Regulation of Transcription: Regulation of Transcription Initiation

The activities of bacterial transcription initiation complexes are regulated in response to environmental, cell-type, and developmental signals. In most cases, regulation is mediated by factors that bind to specific DNA sites in or near a promoter and inhibit (repressors) or stimulate (activators) one or more of the steps on the transcription initiation pathway.

To provide the first complete structural and mechanistic descriptions of activation, we study two of the simplest examples of activation in bacteria: (1) activation of the lac promoter by catabolite activator protein (CAP) and (2) activation of the gal promoter by CAP.  These model systems each involve only a single activator molecule and a single activator DNA site and, as such, are more tractable than typical examples of activation in bacteria and substantially more tractable than typical examples of activation in eukaryotes (which can involve tens of activator molecules and activator DNA sites).
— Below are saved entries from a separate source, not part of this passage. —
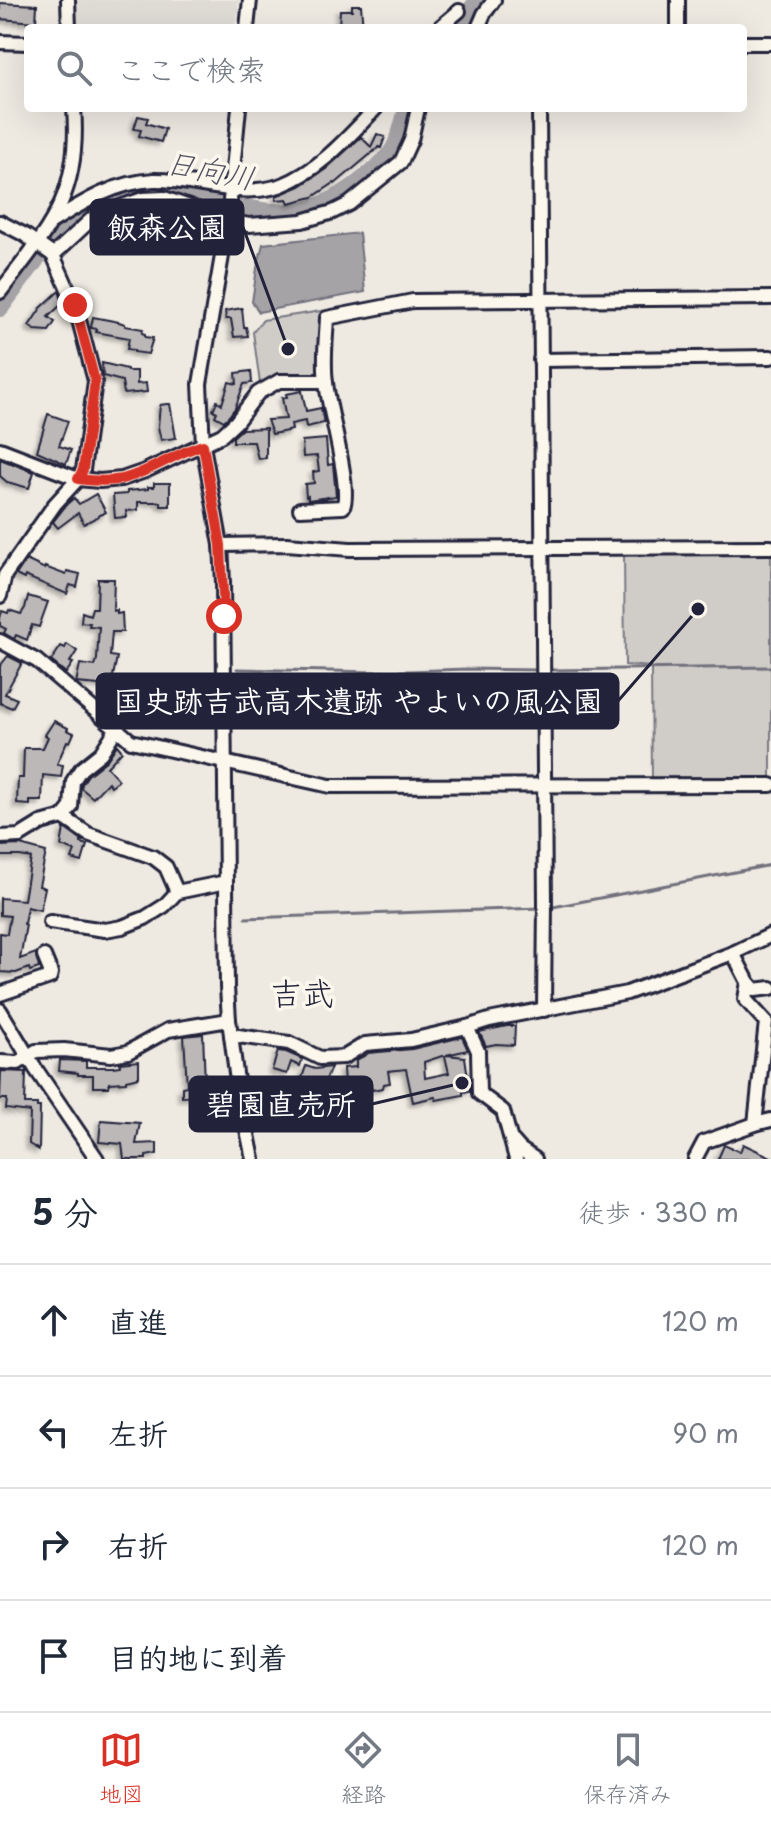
<!DOCTYPE html>
<html lang="ja">
<head>
<meta charset="utf-8">
<style>
  :root { --surface:#fff; --page:#f2f2f3; --text:#1f2937; --muted:#747a83; --line:#e0e1e3; --accent:#d93025 }
  body { margin:0; font-family:"Playpen Sans","Klee One",sans-serif; background:var(--page); color:var(--text) }
  .stop { position:absolute; width:24px; height:24px; margin:-18px; border:6px solid #d93025; border-radius:50%; background:#fff }
  .stop.end { background:#d93025; border-color:#fff; box-shadow:0 2px 8px #0008 }
  .list { margin:0; padding:0; list-style:none }
  h2 { display:flex; justify-content:space-between; align-items:center; height:104px; margin:0; padding:0 32px; font-size:34px }
  h2 small { font-size:26px; font-weight:400; color:var(--muted) }
  .list li { display:grid; grid-template-columns:52px 1fr auto; gap:24px; align-items:center; box-sizing:border-box; height:112px; padding:0 32px; border-top:2px solid var(--line) }
  .list b { display:block; font-size:30px; white-space:nowrap }
  .list em { font-size:26px; font-style:normal; color:var(--muted) }
  .icon { flex:none; width:44px; height:44px; fill:none; stroke:currentColor; stroke-width:2; stroke-linecap:round; stroke-linejoin:round }
  .map { position:relative; flex:none; width:771px; height:1159px; overflow:hidden }
  .search { position:absolute; background:var(--surface); box-shadow:0 8px 32px #0002; left:24px; right:24px; top:24px; height:88px; display:flex; align-items:center; gap:20px; box-sizing:border-box; padding:0 28px; border-radius:8px; color:var(--muted); font-size:30px }
  .sheet { height:552px; background:var(--surface) }
  nav { display:flex; justify-content:space-around; align-items:center; box-sizing:border-box; height:112px; border-top:2px solid var(--line); background:var(--surface); font-size:22px; color:var(--muted) }
  nav a { display:grid; justify-items:center; gap:4px }
  nav .on { color:var(--accent) }
  .map>svg:first-child { display:block }
  .built { fill:#dfdbd5 }
  .green { fill:#d0cdc9; stroke:#797882; stroke-width:2 }
  .water { fill:#a6a3a7; stroke:#716f7c; stroke-width:2 }
  .lines { fill:none; stroke-linecap:round; stroke-linejoin:round }
  .stream { stroke:#716f7c; stroke-width:3 }
  .river { stroke:#a6a3a7; stroke-width:18 }
  .building { fill:#bcb8b8; stroke:#22223b; stroke-width:2; fill-rule:evenodd; filter:url(#shadow) }
  .minor-casing { stroke:#22223b; stroke-width:18 }
  .minor { stroke:#fbf7ec; stroke-width:12 }
  .route { stroke:#d93025; stroke-width:10 }
  .labels { text-anchor:middle; stroke-width:7; stroke-linejoin:round; paint-order:stroke }
  .water-label { font-size:30px; font-style:italic; fill:#575666; stroke:#fbf7ec }
  .quarter-label { font-size:32px; fill:#22223b; stroke:#fbf7ec }
  .leader { fill:none; stroke:#22223b; stroke-width:3 }
  .callout-dot { fill:#22223b; stroke:#fbf7ec; stroke-width:3 }
  .callout { fill:#22223b; stroke:#22223b; stroke-width:3 }
  .callout-label { font-size:30px; text-anchor:middle; font-weight:bold; fill:#fff }
</style>
</head>
<body>
<div class="map">
<svg width="771" height="1159" viewBox="0 0 771 1159">
  <defs>
    <filter id="shadow"><feDropShadow dx="-3.5" dy="3.5" stdDeviation="2" flood-color="#0004"/></filter>
  </defs>
  <rect width="100%" height="100%" fill="#eeeae2"/>
  <filter id="ink" filterUnits="userSpaceOnUse"><feTurbulence type="fractalNoise" baseFrequency=".0125" numOctaves="2"/><feDisplacementMap in="SourceGraphic" scale="16" xChannelSelector="R" yChannelSelector="G"/><feConvolveMatrix kernelMatrix="1 2 1 2 8 2 1 2 1" color-interpolation-filters="sRGB"/></filter>
  <g filter="url(#ink)">
    <path class="built" d="M76 0H239L236 23 231 28H77Z"/>
    <g class="green">
      <path d="M322 311V371L318 378 260 384 253 332 263 320Z"/>
      <path d="M771 551V779H652L651 667 625 665 624 552Z"/>
    </g>
    <path class="water" d="M359 233 365 292 259 312 252 302 257 268 263 244Z"/>
    <g class="lines">
      <g class="stream">
        <path d="M237 669 378 672 467 669 541 670"/>
        <path d="M549 670 771 667"/>
        <path d="M548 908 771 865"/>
        <path d="M245 918 541 908"/>
      </g>
      <g class="river">
        <path d="M456 28 479 0"/>
        <path d="M0 308C13 290 27 272 40 254 46 246 51 236 58 230 73 216 107 196 127 190 147 184 167 188 187 193 255 209 298 232 360 182 393 156 398 150 407 108"/>
      </g>
    </g>
    <g class="building">
      <path d="M0 3 37 5 36 22 0 19Z"/>
      <path d="M352 5H361L363 28H339L340 10H352Z"/>
      <path d="M138 116 148 118 146 123 165 129 161 142 139 136 141 130 134 129Z"/>
      <path d="M377 134 385 137 381 148 379 147 335 184 334 183 313 197 289 203 287 199 276 200V196L300 186 326 169 361 137 371 147Z"/>
      <path d="M59 291 63 303 48 317 55 322 49 331 35 330 29 326 41 308Z"/>
      <path d="M242 308 244 327H246L248 336 234 337 231 319H226L225 311Z"/>
      <path d="M93 317 119 322 125 324V326L143 329 142 333 145 334V337L153 338 148 354 134 352V350L127 349 129 338 96 332 97 329 91 328Z"/>
      <path d="M102 363 127 369V371H137V384L146 383 147 392 124 394 122 381 103 376Z"/>
      <path d="M251 371 252 383 244 384 235 408 229 416 224 421 215 416 217 412 213 410 217 401 222 404 229 382 237 384 236 373Z"/>
      <path d="M302 391 306 411 321 408 324 423 306 427 305 421 291 424 292 430 272 434 267 420 286 419 282 398 287 397 286 394Z"/>
      <path d="M167 404H170L176 438 161 440 158 427 160 405Z"/>
      <path d="M48 414 68 421 59 446 71 450 66 464 37 451Z"/>
      <path d="M266 428V458L258 459 254 442H233V437L242 429Z"/>
      <path d="M326 439 328 465 333 464 336 496 308 500V496L306 497 305 484 314 483 313 472 319 471 317 456 303 457 302 441Z"/>
      <path d="M0 459 34 472 29 488 7 482 0 476Z"/>
      <path d="M154 483H170V506H161V502H138V510L126 511 127 517 115 518 113 495 127 494V491L148 489V487H154Z"/>
      <path d="M96 494 106 512 84 524 78 513 58 528 53 522 67 504 74 498 79 504Z"/>
      <path d="M26 560 45 569V567L66 575 67 571 80 574 77 587 70 585 67 594 25 576 24 579 16 575Z"/>
      <path d="M98 579H114L113 611 117 610V614L122 613 123 632H112L110 656 117 657 111 686 76 683 80 664 95 666 97 659 99 627 89 626 90 623 81 622 82 612 90 615 92 608H97Z"/>
      <path d="M28 596 48 602 44 613 39 627 32 625 27 640 16 635 14 639 4 633 6 629 0 626V618L2 611 8 613 9 610 21 614 25 608Z"/>
      <path d="M67 644 77 651 70 662 73 663 66 673 51 661 61 646 65 648Z"/>
      <path d="M8 656 22 663 5 694 17 699 12 708 0 703V666Z"/>
      <path d="M54 721 68 728 67 730 74 733 70 742 67 741 57 764 63 765 61 777 43 775 42 801H30V805L17 804 18 778H23L24 748H43L48 737 45 735Z"/>
      <path d="M117 745 122 751 107 767 119 780 111 786 108 782 93 798 81 788 82 784 88 775 107 760Z"/>
      <path d="M64 828 82 841 81 843 87 845 82 862 72 859 75 851 61 846Z"/>
      <path d="M20 845 46 852 39 886 45 888 40 910 27 907 24 924 26 925 20 959 36 953 39 968 30 971 29 968 16 973 0 972V933L7 934 10 916 0 915V898L24 900 31 858 20 856H0V846Z"/>
      <path d="M507 1026H515L514 1045 496 1044 486 1046 479 1032Z"/>
      <path d="M203 1034 205 1083H198V1096L182 1097V1087L187 1086 184 1036Z"/>
      <path d="M462 1037 468 1050 446 1055 465 1057 470 1091 463 1092V1095L436 1100 435 1097 413 1102 406 1069 388 1071 390 1083 384 1084 383 1088 372 1090 371 1087H368V1082L344 1084 343 1068 356 1067V1060L366 1055 368 1053 412 1049ZM442 1056H445L449 1073 425 1078 424 1062Z"/>
      <path d="M278 1051 286 1052 302 1059 300 1066 291 1062 287 1074 272 1070Z"/>
      <path d="M60 1060 86 1061V1067H113L120 1066V1063L139 1061V1077L126 1080V1082L109 1083V1087H93V1075H78V1073L59 1071Z"/>
      <path d="M306 1066 315 1069 331 1067 323 1087 301 1081Z"/>
      <path d="M1 1071 26 1072 25 1104H37V1107H40L39 1150 29 1144 30 1112 6 1109 7 1099H0Z"/>
      <path d="M101 1120 140 1123 136 1144 157 1143V1154L146 1156V1159H124L122 1144 99 1142Z"/>
      <path d="M743 1144 771 1157V1159H718L724 1145 740 1152Z"/>
    </g>
    <g class="lines">
      <g class="minor-casing">
        <g id="minor">
          <path d="M68 0 69 28"/>
          <path d="M678 0V28"/>
          <path d="M247 28 250 0"/>
          <path d="M439 28 459 11"/>
          <path d="M478 28 484 14 494 0"/>
          <path d="M0 42 28 43"/>
          <path d="M743 43H771"/>
          <path d="M239 108 228 221 200 384 203 445 221 545 223 582 227 987 229 1020 237 1081 253 1159"/>
          <path d="M539 108 545 903 544 1010"/>
          <path d="M53 221C85 201 116 182 154 180 196 179 240 200 282 185 320 170 348 137 376 108"/>
          <path d="M0 222 25 235 53 255"/>
          <path d="M0 292C50 227 81 195 74 108"/>
          <path d="M540 360 771 357"/>
          <path d="M0 449 78 479 100 481 122 479 145 471 222 435 236 422 258 393 279 381H325"/>
          <path d="M300 509 343 507C352 488 328 408 326 382 323 361 326 339 327 318L413 301 771 298"/>
          <path d="M221 545 287 544 350 549 771 547"/>
          <path d="M0 596 5 575 55 504 78 479 83 470 95 381 75 305 53 255 95 216 143 199 164 198 228 221 249 225 302 221 333 212 349 204 401 162 411 140 418 108"/>
          <path d="M0 641 37 661 131 741 330 786 771 785"/>
          <path d="M63 817 88 834 153 857 166 867 177 892"/>
          <path d="M0 837 20 836 41 823 63 817 71 807 73 781 81 769 101 753 117 728"/>
          <path d="M50 922 105 930 122 927 145 918 164 906 177 892 226 882"/>
          <path d="M733 953 771 935"/>
          <path d="M748 982 755 990 771 988"/>
          <path d="M0 994 50 977 51 973 44 956"/>
          <path d="M0 1010 35 1068 97 1159"/>
          <path d="M231 1035 289 1043 320 1058 344 1057 365 1044 411 1040 467 1027"/>
          <path d="M0 1062 18 1063 36 1051 64 1050 111 1055 128 1052 168 1030 229 1020"/>
          <path d="M513 1141 520 1149 535 1159"/>
          <path d="M516 1159 503 1111 479 1093 478 1051 467 1027 489 1020 627 993 733 953 748 982 745 999 766 1022 755 1124 771 1120"/>
          <path d="M695 1159 704 1142 755 1124"/>
        </g>
      </g>
      <use href="#minor" class="minor"/>
    </g>
  </g>
  <g class="lines" filter="url(#ink)">
    <path class="route" d="M75 305 95 381 83 470 78 479C93 481 108 482 122 479 151 472 175 453 203 445L221 545 224 616"/>
  </g>
  <g class="labels">
    <g class="water-label">
      <text transform="translate(210 171) rotate(11)" y="10">日向川</text>
    </g>
    <g class="quarter-label">
      <text x="302" y="1005">吉武</text>
    </g>
  </g>
  <path class="leader" d="M288 349L243 227M698 609L618 701M462 1083L372 1104"/>
  <g class="callout-dot">
    <circle cx="288" cy="349" r="8"/>
    <circle cx="698" cy="609" r="8"/>
    <circle cx="462" cy="1083" r="8"/>
  </g>
  <g class="callout">
    <rect x="91" y="200" width="152" height="54" rx="8"/>
    <rect x="97" y="674" width="521" height="54" rx="8"/>
    <rect x="190" y="1077" width="182" height="54" rx="8"/>
  </g>
  <g class="callout-label">
    <text x="167" y="238">飯森公園</text>
    <text x="358" y="712">国史跡吉武高木遺跡 やよいの風公園</text>
    <text x="281" y="1115">碧園直売所</text>
  </g>
</svg>
<div class="stop" style="left:224px;top:616px"></div>
<div class="stop end" style="left:75px;top:305px"></div>
<div class="search"><svg class="icon" aria-label="search" viewBox="0 0 24 24"><circle cx="10" cy="10" r="6"/><path d="M15 15l6 6"/></svg>ここで検索</div>
</div>
<section class="sheet">
<h2>5 分<small>徒歩 · 330 m</small></h2>
<ul class="list">
<li><svg class="icon" aria-label="ahead" viewBox="0 0 24 24"><path d="M12 20V5M6 11l6-6 6 6"/></svg><div><b>直進</b></div><em>120 m</em></li>
<li><svg class="icon" aria-label="left" viewBox="0 0 24 24"><path d="M17 20v-9H6M10 6l-5 5 5 5"/></svg><div><b>左折</b></div><em>90 m</em></li>
<li><svg class="icon" aria-label="right" viewBox="0 0 24 24"><path d="M7 20v-9h11M14 6l5 5-5 5"/></svg><div><b>右折</b></div><em>120 m</em></li>
<li><svg class="icon" aria-label="arrive" viewBox="0 0 24 24"><path d="M6 21V4h12l-3 4 3 4H6"/></svg><div><b>目的地に到着</b></div></li>
</ul>
</section>
<nav>
<a class="on"><svg class="icon" aria-label="map" viewBox="0 0 24 24"><path d="M3 6l6-2 6 2 6-2v14l-6 2-6-2-6 2zM9 4v14M15 6v14"/></svg>地図</a>
<a><svg class="icon" aria-label="directions" viewBox="0 0 24 24"><path d="M12 3l9 9-9 9-9-9zM9 14v-3h6M13 9l2 2-2 2"/></svg>経路</a>
<a><svg class="icon" aria-label="saved" viewBox="0 0 24 24"><path d="M7 4h10v16l-5-4-5 4z"/></svg>保存済み</a>
</nav>
</body>
</html>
We have established that activation at lac involves an interaction between CAP and the RNA polymerase (RNAP) alpha-subunit C-terminal domain that facilitates closed-complex formation. Activation at gal involves this same interaction and also interactions between CAP and the RNAP alpha-subunit N-terminal domain, and between CAP and sigma, that facilitate isomerization of closed complex to open complex.

Together with collaborators, we are using cryo-EM, x-ray crystallography, and NMR to determine the structures of the interfaces between CAP and its targets on RNAP. In addition, we are using FRET, photocrosslinking, and single-molecule FRET and single-molecule DNA nanomanipulation methods to define when each CAP-RNAP interaction is made as RNAP enters the promoter and when each interaction is broken as RNAP leaves the promoter.